Dataset entries:

______________________________

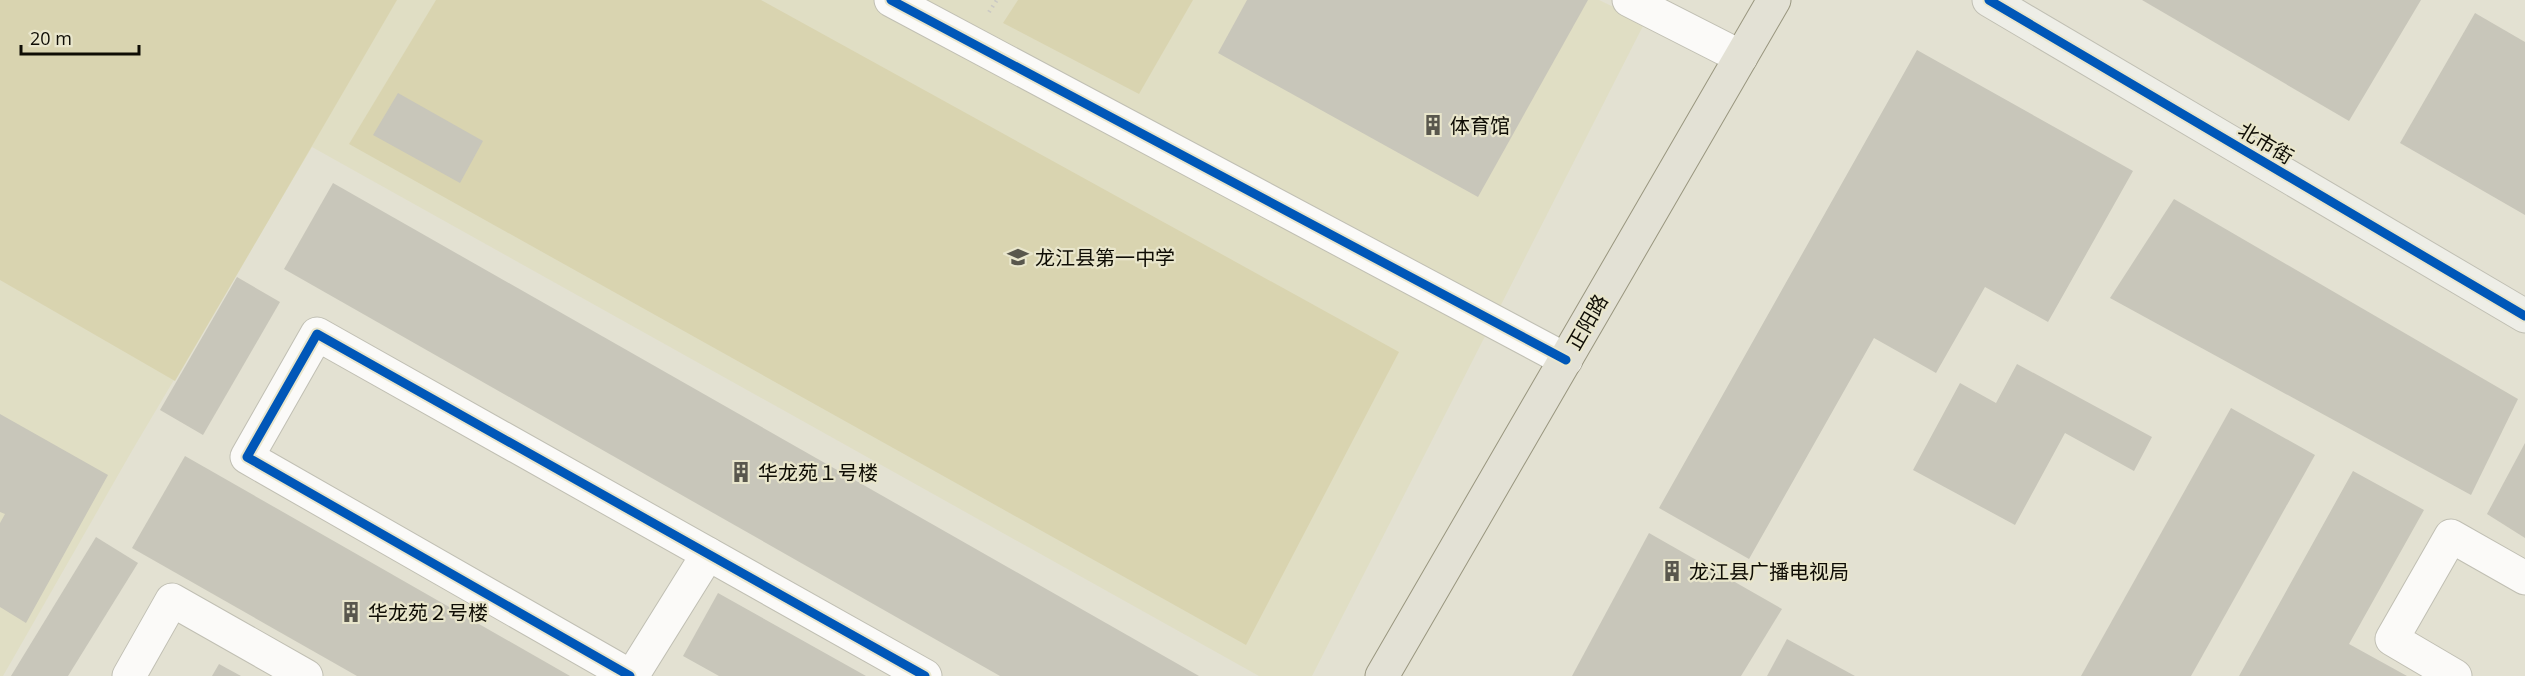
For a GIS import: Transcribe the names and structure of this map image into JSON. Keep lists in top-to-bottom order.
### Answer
{
  "streets": {
    "main road": ["正阳路"],
    "street": ["北市街"]
  },
  "places": {
    "building": [
      "体育馆",
      "华龙苑１号楼",
      "龙江县广播电视局",
      "华龙苑２号楼"
    ],
    "school or university": ["龙江县第一中学"]
  },
  "scale_bar": "20 m"
}
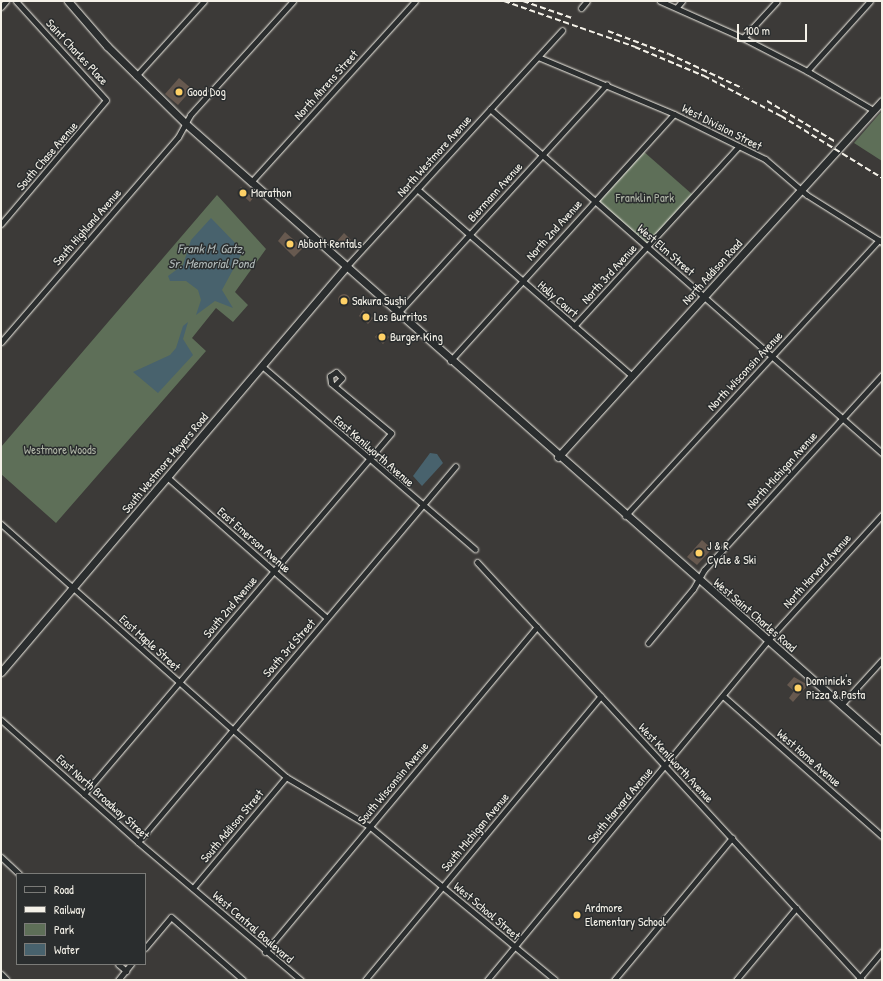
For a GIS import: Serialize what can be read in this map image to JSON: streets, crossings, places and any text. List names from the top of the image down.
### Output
{
  "streets": {
    "main road": ["North Addison Road", "South Westmore Meyers Road", "West Saint Charles Road"],
    "street": [
      "Saint Charles Place",
      "North Ahrens Street",
      "West Division Street",
      "South Chase Avenue",
      "North Westmore Avenue",
      "Biermann Avenue",
      "South Highland Avenue",
      "North 2nd Avenue",
      "West Elm Street",
      "North 3rd Avenue",
      "Holly Court",
      "North Wisconsin Avenue",
      "East Kenilworth Avenue",
      "North Michigan Avenue",
      "East Emerson Avenue",
      "North Harvard Avenue",
      "South 2nd Avenue",
      "East Maple Street",
      "South 3rd Street",
      "West Home Avenue",
      "West Kenilworth Avenue",
      "South Wisconsin Avenue",
      "East North Broadway Street",
      "South Harvard Avenue",
      "South Addison Street",
      "South Michigan Avenue",
      "West School Street",
      "West Central Boulevard"
    ]
  },
  "crossings": [
    ["Saint Charles Place", "South Chase Avenue"],
    ["North Ahrens Street", "West Saint Charles Road"],
    ["West Division Street", "North Westmore Avenue"],
    ["West Division Street", "Biermann Avenue"],
    ["West Division Street", "North 2nd Avenue"],
    ["West Division Street", "North Addison Road"],
    ["West Division Street", "North 3rd Avenue"],
    ["West Division Street", "North Wisconsin Avenue"],
    ["North Westmore Avenue", "West Elm Street"],
    ["North Westmore Avenue", "Holly Court"],
    ["North Westmore Avenue", "South Westmore Meyers Road"],
    ["North Westmore Avenue", "West Saint Charles Road"],
    ["Biermann Avenue", "West Elm Street"],
    ["Biermann Avenue", "Holly Court"],
    ["Biermann Avenue", "West Saint Charles Road"],
    ["South Highland Avenue", "West Saint Charles Road"],
    ["North 2nd Avenue", "West Elm Street"],
    ["North 2nd Avenue", "Holly Court"],
    ["North 2nd Avenue", "West Saint Charles Road"],
    ["West Elm Street", "North Addison Road"],
    ["West Elm Street", "North 3rd Avenue"],
    ["West Elm Street", "North Wisconsin Avenue"],
    ["West Elm Street", "North Michigan Avenue"],
    ["North Addison Road", "Holly Court"],
    ["North Addison Road", "West Saint Charles Road"],
    ["North 3rd Avenue", "Holly Court"],
    ["North Wisconsin Avenue", "West Saint Charles Road"],
    ["East Kenilworth Avenue", "South Westmore Meyers Road"],
    ["East Kenilworth Avenue", "South 2nd Avenue"],
    ["East Kenilworth Avenue", "South 3rd Street"],
    ["South Westmore Meyers Road", "East Emerson Avenue"],
    ["South Westmore Meyers Road", "West Saint Charles Road"],
    ["South Westmore Meyers Road", "East Maple Street"],
    ["North Michigan Avenue", "West Saint Charles Road"],
    ["East Emerson Avenue", "South 2nd Avenue"],
    ["East Emerson Avenue", "South 3rd Street"],
    ["North Harvard Avenue", "West Saint Charles Road"],
    ["North Harvard Avenue", "South Harvard Avenue"],
    ["South 2nd Avenue", "East Maple Street"],
    ["South 2nd Avenue", "East North Broadway Street"],
    ["West Saint Charles Road", "South Harvard Avenue"],
    ["East Maple Street", "South 3rd Street"],
    ["East Maple Street", "South Addison Street"],
    ["East Maple Street", "West School Street"],
    ["South 3rd Street", "East North Broadway Street"],
    ["West Home Avenue", "South Harvard Avenue"],
    ["West Kenilworth Avenue", "South Wisconsin Avenue"],
    ["West Kenilworth Avenue", "South Harvard Avenue"],
    ["West Kenilworth Avenue", "South Michigan Avenue"],
    ["South Wisconsin Avenue", "West School Street"],
    ["South Wisconsin Avenue", "West Central Boulevard"],
    ["East North Broadway Street", "South Addison Street"],
    ["East North Broadway Street", "West Central Boulevard"],
    ["South Harvard Avenue", "West School Street"],
    ["South Addison Street", "West School Street"],
    ["South Addison Street", "West Central Boulevard"],
    ["South Michigan Avenue", "West School Street"]
  ],
  "water": ["Frank M. Gatz, Sr. Memorial Pond"],
  "parks": ["Franklin Park", "Westmore Woods"],
  "places": [
    "Good Dog",
    "Marathon",
    "Abbott Rentals",
    "Sakura Sushi",
    "Los Burritos",
    "Burger King",
    "J & R Cycle & Ski",
    "Dominick's Pizza & Pasta",
    "Ardmore Elementary School"
  ],
  "legend": [
    "Road",
    "Railway",
    "Park",
    "Water"
  ],
  "scale_bar": "100 m"
}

______________________________

__Task statement__.
Check each line in the records above for the word "main". Return those that have it.

__Solution for this exercise__.
    "main road": ["正阳路"],
    "main road": ["North Addison Road", "South Westmore Meyers Road", "West Saint Charles Road"],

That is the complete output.